Reportedly costing $150 million - not quite the most expensive Netflix production (the award, interestingly, doesn't go to The Irishman, but goes to Bright, which hardly looked worth that kind of money) - Michael Bay's 6 Underground is a mess, although that shouldn't come as any particular surprise to those who have watched his last few movies (Benghazi notwithstanding). If you cock your head slightly and squint, it actually looks like the blockbuster director - who did some of his best work before people started cutting him blank cheques - was having a shot at an R-rated Mission: Impossible-esque outing here: lots of impossible missions in exotic locations, with crazy stunts, and a bantering team who are working so far under the radar that there isn't even a Government to disavow them if they were to get captured.

 If you didn't make it past the halfway mark then consider yourself one of the lucky ones

Ryan Reynolds' "One" is a millionaire entrepreneur who basically got fed up with not doing any good in the world, faked his own death, and then recruited a disparate group of individuals to go on 'missions' to kill criminals, stop dictators and even start a damn coup. Amidst his team mates are Melanie Laurent's ex-CIA agent "Two", Manuel Garcia-Rulfo's food-obsessed "Three", Ben Hardy's completely redundant parkour expert, "Four", Adria Arjona's doctor "Five", and a couple of others, including Dave Franco's driver, who may or may not have been completely modelled on Baby Driver. There are some odd flashbacks to how they got together, a tiny smidge of planning before the missions (probably a reflection on how badly they go wrong) and then lots of crashing, smashing, shouting and shooting.

Netflix

Unfortunately, whilst there might have once been a time when the idea of a Michael Bay Mission: Impossible was actually a possibility, on this evidence we should be really, really, grateful we got John Woo instead. Bay makes the use of slo-mo doves look even more pointless, makes car chases into some kind of parody where literally every vehicle involved in a crash not only explodes, but gets ripped into two, and the people within impaled on some kind of wreckage. He has a boatload of pointless parkour, some of the worst mission teamwork you've ever seen, collateral damage galore (did we already talk about how much stuff gets blown up for no apparent reason?) and some really noisy and often unfunny banter in the middle of it all. If there's a story to be told, it didn't make this cut. Oh yeah, and he's clearly got loads of 'Transformer' robot-noise sound effects left over he wants to use - like with the giant magnet - because that's his go-to motif for basically every action scene. In fact, if he took all the leftover B-roll footage shot of blowing stuff up for the Transformers movies, and stitched it together without adding CG Transformers into the mix, this is probably what it would look like.

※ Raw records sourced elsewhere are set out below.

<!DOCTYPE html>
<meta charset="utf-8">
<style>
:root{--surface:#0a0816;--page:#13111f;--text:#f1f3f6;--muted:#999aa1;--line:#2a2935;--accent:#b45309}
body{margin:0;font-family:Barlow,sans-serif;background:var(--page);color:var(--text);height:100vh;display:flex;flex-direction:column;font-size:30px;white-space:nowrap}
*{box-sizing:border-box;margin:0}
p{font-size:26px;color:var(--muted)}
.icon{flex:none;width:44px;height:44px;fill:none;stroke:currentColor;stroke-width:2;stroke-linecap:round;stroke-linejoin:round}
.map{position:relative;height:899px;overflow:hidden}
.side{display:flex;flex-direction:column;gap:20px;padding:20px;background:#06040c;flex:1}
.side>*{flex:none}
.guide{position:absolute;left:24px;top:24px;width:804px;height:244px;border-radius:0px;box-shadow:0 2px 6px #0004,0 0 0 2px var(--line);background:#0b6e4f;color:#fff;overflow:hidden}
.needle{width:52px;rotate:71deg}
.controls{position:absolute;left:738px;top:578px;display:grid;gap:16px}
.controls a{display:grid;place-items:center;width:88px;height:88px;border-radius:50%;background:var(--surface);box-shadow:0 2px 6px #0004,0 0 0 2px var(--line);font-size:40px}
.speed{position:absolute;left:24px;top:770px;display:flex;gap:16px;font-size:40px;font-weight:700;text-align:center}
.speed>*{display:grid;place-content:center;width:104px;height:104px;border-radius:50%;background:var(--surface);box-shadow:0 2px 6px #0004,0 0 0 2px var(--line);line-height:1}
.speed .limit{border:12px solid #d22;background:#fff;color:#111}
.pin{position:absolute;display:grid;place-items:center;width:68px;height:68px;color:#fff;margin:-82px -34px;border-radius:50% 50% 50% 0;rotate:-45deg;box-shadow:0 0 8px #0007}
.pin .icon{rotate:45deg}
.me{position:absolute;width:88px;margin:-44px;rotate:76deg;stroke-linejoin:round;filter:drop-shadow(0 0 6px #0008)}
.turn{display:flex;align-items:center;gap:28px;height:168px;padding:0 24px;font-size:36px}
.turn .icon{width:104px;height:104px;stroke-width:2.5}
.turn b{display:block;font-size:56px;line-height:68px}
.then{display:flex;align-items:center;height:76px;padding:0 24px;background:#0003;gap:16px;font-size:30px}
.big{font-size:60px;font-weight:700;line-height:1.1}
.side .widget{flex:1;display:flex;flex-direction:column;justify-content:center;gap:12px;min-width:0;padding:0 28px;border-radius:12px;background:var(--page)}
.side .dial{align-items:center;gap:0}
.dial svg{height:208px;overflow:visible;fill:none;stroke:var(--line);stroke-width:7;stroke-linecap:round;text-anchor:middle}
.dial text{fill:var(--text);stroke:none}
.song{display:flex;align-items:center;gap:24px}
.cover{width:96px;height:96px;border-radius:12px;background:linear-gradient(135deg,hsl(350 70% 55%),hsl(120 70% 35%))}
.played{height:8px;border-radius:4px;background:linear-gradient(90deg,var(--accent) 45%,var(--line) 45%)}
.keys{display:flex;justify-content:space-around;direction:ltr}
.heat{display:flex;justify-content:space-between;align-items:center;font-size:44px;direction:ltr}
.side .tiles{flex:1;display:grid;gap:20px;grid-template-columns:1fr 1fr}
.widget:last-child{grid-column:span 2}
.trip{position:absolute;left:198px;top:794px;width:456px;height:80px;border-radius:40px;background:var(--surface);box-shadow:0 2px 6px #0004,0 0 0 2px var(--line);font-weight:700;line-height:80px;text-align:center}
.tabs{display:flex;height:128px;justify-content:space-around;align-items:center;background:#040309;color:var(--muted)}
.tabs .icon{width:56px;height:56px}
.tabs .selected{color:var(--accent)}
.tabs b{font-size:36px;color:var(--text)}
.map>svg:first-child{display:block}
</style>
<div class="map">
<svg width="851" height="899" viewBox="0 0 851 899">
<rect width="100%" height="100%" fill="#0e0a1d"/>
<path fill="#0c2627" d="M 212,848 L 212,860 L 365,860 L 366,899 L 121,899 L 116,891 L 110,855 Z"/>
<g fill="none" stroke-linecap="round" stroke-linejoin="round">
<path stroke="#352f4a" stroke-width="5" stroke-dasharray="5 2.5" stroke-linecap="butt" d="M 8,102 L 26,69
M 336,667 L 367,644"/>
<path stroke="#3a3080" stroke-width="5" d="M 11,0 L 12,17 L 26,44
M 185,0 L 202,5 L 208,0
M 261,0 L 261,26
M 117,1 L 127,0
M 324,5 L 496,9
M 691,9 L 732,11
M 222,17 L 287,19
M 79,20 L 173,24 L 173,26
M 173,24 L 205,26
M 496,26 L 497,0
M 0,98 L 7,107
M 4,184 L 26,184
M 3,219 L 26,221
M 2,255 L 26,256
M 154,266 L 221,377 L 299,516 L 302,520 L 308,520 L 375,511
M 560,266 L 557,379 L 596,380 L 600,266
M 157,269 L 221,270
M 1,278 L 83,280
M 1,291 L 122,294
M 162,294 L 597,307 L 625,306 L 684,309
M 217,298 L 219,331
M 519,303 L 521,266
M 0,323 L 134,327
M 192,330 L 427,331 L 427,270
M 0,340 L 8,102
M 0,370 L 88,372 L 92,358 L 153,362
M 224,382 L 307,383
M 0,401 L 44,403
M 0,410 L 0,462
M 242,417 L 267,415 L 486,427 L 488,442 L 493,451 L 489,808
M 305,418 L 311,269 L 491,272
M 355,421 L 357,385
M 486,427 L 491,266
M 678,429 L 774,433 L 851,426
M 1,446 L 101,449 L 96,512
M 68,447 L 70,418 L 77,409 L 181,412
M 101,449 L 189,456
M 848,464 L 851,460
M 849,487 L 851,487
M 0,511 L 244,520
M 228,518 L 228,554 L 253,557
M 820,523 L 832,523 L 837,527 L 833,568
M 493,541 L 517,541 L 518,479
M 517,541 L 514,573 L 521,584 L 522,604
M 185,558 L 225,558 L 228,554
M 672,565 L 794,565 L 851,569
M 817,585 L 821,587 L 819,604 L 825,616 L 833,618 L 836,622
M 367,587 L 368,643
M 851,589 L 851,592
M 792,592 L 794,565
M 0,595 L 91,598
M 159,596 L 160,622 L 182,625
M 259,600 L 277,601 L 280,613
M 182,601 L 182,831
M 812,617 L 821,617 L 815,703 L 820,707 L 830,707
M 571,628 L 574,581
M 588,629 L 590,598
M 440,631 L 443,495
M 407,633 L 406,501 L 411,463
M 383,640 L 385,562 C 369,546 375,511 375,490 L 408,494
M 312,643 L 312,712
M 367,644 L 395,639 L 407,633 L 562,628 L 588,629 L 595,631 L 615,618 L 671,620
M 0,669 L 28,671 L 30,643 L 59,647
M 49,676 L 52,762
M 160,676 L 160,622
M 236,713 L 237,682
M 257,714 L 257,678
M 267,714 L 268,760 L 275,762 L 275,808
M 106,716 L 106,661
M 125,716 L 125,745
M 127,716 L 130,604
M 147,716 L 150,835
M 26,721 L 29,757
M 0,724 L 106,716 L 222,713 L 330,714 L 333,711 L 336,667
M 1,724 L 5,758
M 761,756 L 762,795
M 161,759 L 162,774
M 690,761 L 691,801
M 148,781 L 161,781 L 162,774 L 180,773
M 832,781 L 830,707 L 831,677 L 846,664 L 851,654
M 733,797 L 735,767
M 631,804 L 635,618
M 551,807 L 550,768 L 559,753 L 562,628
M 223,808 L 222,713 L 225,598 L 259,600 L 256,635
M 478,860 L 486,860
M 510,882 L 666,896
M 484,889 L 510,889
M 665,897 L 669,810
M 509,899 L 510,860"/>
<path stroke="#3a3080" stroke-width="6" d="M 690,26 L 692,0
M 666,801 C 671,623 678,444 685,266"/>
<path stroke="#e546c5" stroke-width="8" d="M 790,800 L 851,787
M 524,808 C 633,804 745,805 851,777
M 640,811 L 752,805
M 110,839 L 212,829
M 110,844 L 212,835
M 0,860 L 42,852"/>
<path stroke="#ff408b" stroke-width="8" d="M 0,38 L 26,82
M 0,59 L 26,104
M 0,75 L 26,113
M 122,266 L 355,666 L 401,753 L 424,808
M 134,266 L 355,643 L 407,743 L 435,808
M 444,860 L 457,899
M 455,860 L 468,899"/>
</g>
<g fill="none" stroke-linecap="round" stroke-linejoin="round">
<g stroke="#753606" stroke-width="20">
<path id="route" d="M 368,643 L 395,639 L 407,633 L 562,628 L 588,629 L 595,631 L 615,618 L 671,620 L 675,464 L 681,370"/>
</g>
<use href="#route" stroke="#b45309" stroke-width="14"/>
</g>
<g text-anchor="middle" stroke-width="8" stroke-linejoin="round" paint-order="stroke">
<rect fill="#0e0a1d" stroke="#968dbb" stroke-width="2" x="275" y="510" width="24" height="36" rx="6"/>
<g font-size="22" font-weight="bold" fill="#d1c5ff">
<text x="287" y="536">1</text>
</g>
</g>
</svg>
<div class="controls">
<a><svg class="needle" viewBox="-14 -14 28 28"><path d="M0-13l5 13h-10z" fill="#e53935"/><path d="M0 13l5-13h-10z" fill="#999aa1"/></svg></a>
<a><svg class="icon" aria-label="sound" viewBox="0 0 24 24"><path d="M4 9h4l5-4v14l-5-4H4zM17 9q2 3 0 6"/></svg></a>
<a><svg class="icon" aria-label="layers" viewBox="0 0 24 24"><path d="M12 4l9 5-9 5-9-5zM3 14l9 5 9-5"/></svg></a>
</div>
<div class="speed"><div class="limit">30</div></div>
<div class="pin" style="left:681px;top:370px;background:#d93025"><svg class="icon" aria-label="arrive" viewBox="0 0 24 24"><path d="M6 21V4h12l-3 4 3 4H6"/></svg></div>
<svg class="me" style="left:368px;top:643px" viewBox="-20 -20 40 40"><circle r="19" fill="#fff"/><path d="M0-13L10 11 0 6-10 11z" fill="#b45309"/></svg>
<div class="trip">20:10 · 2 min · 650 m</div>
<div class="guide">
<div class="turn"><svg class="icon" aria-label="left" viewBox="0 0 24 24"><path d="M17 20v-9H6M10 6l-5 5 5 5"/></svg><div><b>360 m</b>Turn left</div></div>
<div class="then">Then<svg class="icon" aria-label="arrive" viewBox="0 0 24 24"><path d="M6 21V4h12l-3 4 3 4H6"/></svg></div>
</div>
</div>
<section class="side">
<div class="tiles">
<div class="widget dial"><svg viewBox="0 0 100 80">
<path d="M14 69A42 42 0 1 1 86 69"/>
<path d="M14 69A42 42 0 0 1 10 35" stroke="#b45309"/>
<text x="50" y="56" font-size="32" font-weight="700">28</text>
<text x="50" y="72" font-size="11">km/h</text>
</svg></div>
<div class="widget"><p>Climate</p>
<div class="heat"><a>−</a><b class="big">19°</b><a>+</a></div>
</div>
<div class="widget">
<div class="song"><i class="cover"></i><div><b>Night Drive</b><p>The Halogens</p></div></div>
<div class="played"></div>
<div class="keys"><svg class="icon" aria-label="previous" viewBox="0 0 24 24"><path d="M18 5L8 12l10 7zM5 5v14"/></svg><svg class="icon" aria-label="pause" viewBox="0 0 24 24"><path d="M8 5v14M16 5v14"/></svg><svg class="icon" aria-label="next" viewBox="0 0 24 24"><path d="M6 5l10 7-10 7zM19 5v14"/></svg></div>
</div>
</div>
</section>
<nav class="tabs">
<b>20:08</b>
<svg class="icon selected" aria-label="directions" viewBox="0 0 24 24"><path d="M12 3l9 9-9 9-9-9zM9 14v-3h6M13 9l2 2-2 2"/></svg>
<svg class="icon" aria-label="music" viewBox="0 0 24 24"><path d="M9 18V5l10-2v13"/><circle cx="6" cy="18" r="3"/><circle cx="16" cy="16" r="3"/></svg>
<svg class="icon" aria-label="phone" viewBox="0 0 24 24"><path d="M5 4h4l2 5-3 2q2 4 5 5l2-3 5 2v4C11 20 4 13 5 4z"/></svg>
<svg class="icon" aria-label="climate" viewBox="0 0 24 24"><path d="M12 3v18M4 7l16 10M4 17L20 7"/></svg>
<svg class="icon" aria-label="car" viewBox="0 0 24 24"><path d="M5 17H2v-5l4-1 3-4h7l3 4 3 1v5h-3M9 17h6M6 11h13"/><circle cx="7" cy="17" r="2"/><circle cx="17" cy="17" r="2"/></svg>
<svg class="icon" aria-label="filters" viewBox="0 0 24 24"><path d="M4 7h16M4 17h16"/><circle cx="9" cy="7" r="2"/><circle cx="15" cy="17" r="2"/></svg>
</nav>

Even Ryan Reynolds can't save the piece, coming across as completely unsure as to what character he is playing, waiting for a final reveal which just never comes - he's as unsure as we are, not that you'll care. At one point Reynolds' character tells us "we can do some sh*t, really loud", and that just about sums up the mantra used to make this movie. Hell, Bay should consider adopting it for a career epitaph.

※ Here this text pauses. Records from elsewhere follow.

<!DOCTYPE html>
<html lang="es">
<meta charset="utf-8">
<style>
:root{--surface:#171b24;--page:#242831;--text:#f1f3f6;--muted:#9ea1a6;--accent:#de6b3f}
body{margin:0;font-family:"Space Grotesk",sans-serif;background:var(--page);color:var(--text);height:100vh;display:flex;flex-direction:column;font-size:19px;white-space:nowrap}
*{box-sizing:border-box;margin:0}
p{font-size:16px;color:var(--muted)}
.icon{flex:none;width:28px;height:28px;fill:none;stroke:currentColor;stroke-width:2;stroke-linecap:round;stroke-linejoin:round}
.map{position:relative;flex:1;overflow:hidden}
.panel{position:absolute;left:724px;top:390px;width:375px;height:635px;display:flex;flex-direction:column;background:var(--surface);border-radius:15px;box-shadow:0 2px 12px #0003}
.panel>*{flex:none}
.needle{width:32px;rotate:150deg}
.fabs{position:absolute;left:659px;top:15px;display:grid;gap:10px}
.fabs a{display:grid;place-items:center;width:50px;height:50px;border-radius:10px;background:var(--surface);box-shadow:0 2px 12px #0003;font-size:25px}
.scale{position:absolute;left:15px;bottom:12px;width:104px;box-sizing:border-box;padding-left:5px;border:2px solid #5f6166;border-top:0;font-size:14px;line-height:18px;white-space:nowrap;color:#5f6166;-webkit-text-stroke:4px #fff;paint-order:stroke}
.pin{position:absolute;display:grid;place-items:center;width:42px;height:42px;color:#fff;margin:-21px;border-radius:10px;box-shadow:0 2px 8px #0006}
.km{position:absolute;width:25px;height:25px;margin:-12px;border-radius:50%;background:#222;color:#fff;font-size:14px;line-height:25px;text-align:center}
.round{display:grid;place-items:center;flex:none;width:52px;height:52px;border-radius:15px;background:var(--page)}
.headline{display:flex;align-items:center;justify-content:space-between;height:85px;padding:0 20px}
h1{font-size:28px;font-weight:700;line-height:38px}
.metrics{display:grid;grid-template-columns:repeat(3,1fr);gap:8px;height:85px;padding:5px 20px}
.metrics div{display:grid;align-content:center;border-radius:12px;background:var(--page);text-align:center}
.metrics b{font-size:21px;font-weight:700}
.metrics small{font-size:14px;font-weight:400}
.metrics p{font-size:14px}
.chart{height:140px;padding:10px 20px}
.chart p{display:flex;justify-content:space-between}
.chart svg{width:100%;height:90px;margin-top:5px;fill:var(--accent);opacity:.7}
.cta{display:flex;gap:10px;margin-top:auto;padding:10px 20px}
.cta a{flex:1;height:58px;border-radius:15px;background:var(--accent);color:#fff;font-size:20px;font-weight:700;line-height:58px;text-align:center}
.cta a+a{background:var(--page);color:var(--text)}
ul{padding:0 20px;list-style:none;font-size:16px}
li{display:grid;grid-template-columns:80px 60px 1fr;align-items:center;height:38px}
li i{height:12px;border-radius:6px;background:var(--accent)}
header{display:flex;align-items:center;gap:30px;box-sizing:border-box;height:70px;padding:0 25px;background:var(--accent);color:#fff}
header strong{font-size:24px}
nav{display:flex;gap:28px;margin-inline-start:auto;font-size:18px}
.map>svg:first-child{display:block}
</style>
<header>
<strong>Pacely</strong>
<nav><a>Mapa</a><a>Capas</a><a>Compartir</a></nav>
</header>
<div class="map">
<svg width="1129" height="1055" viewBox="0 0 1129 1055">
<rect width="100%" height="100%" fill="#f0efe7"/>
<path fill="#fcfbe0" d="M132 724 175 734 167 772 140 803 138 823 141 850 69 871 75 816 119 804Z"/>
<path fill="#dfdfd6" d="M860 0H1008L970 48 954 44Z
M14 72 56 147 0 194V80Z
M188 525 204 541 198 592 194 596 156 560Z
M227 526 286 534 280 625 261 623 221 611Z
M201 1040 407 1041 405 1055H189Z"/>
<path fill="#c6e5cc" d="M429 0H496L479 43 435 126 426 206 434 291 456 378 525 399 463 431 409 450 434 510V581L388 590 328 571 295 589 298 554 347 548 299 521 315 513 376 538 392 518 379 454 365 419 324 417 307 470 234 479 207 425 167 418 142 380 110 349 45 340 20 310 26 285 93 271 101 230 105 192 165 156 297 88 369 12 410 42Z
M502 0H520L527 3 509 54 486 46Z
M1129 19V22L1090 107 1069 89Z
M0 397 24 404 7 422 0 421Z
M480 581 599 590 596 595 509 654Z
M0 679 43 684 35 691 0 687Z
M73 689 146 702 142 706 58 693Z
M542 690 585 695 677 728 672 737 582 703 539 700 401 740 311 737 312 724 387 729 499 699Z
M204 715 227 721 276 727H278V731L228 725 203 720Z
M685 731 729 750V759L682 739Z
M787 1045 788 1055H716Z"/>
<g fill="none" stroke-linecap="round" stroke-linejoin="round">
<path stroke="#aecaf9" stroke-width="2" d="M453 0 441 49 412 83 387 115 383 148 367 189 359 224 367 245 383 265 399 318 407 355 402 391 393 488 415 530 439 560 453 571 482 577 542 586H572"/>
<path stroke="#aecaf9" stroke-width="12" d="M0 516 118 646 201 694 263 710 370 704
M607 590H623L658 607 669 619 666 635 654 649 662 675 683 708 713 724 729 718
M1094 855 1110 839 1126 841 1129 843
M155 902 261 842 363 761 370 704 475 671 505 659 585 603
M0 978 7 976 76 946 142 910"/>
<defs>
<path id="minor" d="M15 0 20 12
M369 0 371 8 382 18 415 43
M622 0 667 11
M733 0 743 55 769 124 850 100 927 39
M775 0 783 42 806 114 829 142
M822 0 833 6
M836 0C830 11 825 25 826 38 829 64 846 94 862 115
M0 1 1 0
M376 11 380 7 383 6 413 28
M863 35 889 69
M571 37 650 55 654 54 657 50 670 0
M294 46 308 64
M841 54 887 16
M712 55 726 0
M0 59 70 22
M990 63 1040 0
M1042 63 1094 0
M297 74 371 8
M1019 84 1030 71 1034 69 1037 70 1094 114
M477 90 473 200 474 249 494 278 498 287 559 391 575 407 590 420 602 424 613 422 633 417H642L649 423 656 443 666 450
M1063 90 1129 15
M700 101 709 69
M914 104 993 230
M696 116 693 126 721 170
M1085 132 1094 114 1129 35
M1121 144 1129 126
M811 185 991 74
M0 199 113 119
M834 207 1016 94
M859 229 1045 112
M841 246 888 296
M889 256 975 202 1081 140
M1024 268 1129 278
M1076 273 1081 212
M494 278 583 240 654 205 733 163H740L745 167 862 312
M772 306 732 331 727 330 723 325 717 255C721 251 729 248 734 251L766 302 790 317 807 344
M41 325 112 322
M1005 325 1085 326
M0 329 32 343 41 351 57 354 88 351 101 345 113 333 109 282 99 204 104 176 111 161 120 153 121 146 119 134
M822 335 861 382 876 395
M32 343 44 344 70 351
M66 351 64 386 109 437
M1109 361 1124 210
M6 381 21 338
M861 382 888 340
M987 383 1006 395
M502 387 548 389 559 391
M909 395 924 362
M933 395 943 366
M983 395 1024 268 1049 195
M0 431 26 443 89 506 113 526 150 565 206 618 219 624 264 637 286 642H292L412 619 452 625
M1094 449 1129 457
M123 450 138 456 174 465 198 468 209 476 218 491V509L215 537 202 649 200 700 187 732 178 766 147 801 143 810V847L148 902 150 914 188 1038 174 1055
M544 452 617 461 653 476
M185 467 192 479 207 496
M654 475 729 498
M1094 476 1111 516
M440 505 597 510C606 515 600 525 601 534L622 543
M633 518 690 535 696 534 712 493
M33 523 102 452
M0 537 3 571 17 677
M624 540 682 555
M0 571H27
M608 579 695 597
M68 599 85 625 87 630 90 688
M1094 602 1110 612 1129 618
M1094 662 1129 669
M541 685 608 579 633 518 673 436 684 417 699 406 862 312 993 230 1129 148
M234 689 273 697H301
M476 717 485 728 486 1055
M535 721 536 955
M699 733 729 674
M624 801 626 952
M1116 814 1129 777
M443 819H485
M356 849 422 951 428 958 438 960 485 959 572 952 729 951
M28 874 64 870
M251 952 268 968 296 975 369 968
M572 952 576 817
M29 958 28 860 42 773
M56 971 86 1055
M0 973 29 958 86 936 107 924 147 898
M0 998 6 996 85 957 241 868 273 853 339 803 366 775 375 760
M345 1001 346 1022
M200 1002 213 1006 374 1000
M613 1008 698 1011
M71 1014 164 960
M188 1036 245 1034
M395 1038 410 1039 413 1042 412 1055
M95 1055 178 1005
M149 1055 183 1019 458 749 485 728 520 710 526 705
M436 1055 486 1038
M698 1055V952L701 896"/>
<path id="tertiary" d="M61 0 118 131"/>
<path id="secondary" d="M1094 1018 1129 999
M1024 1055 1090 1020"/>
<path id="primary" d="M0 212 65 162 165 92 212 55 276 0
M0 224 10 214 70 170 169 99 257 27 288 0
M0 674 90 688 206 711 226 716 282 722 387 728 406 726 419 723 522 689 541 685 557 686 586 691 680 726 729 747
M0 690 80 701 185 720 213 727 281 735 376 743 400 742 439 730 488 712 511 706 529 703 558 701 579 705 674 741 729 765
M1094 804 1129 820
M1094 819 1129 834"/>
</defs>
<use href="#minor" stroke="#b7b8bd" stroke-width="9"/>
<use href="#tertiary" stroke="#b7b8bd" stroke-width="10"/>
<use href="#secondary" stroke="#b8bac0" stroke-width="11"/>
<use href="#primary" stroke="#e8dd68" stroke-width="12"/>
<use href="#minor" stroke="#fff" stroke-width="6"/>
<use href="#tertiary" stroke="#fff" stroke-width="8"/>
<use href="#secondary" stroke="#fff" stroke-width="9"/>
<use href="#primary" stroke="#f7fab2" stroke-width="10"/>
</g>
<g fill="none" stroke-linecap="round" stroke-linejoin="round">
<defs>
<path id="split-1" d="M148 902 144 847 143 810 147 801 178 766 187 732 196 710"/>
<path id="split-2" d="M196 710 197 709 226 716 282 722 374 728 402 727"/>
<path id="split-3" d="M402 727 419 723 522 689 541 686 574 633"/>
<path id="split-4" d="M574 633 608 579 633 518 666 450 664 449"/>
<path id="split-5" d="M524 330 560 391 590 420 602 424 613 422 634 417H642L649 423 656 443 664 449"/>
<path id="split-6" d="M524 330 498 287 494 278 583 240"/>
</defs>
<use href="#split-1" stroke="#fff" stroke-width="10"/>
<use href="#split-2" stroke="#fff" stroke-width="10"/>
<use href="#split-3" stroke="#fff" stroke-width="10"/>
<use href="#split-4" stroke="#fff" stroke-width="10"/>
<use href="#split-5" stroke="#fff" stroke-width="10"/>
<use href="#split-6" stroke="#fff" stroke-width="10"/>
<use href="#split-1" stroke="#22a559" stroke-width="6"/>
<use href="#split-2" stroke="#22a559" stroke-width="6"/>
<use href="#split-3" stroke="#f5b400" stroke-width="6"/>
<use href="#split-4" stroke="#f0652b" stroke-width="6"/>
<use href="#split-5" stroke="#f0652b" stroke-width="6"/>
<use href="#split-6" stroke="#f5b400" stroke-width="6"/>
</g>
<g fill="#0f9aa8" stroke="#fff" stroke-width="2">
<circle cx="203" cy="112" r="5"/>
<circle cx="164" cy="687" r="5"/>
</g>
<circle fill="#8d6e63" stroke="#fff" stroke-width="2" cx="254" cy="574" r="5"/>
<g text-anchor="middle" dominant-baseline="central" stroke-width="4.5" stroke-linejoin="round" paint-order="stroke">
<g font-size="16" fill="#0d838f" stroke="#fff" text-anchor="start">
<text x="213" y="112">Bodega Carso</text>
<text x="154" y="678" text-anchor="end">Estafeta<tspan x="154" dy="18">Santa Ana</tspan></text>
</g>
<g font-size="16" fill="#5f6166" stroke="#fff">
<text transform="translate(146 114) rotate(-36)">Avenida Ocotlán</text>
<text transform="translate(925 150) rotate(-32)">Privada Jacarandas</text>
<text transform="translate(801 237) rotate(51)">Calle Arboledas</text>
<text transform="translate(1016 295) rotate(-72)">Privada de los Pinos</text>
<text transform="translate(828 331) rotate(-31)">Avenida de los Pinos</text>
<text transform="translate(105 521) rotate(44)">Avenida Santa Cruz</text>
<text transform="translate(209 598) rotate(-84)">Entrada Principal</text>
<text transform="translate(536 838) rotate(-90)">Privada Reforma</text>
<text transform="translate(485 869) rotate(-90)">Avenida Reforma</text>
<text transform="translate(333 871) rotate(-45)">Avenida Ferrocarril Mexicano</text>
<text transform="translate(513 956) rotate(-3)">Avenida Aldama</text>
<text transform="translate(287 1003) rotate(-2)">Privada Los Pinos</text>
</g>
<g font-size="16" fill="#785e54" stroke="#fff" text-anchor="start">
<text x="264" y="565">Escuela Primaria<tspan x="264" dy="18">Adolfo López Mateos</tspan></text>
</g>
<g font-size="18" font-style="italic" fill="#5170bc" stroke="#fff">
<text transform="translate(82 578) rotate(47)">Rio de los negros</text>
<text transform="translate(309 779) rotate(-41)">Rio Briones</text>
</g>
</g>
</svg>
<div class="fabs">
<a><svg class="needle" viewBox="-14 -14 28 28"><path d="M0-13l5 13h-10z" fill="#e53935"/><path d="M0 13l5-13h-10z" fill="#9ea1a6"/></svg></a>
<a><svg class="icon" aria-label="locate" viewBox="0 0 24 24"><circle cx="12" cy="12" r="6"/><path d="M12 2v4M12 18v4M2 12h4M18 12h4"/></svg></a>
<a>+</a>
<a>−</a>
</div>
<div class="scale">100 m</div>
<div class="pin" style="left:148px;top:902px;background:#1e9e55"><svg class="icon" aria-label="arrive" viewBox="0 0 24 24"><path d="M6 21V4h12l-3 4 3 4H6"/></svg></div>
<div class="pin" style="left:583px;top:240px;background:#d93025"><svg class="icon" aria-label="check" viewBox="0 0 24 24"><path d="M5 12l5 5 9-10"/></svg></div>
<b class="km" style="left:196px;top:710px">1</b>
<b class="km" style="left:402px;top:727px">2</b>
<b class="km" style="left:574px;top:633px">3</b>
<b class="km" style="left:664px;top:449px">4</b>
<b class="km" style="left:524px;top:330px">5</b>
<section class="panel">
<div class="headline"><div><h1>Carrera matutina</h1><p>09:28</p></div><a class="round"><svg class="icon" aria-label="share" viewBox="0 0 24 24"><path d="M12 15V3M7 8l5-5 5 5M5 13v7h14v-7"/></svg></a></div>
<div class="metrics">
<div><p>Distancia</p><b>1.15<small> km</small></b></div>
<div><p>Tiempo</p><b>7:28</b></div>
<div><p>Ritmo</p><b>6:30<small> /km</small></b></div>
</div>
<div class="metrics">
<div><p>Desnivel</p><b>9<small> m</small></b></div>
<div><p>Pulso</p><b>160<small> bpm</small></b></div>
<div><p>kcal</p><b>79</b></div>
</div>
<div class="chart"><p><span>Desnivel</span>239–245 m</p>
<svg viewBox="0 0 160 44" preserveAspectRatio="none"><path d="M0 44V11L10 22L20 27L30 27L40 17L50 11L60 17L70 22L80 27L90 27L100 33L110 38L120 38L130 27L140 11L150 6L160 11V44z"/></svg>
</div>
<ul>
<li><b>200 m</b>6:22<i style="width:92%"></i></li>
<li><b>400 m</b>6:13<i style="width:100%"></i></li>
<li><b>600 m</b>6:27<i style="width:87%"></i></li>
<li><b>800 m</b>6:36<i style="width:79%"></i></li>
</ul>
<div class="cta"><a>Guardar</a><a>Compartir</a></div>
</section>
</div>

  Reynolds' character tells us "we can do some sh*t, really loud", and that just about sums up the mantra used to make this movie

It would be easy to imagine this ending up as the most watched, but least liked production Netflix has ever made, but if the streaming giant only counts stats based on watching at least half a movie, they probably won't care. If they actually looked at how many people made it to the end, it might be a different story. Indeed, if you didn't make it past the halfway mark then consider yourself one of the lucky ones. It doesn't get any better. You dodged a bullet.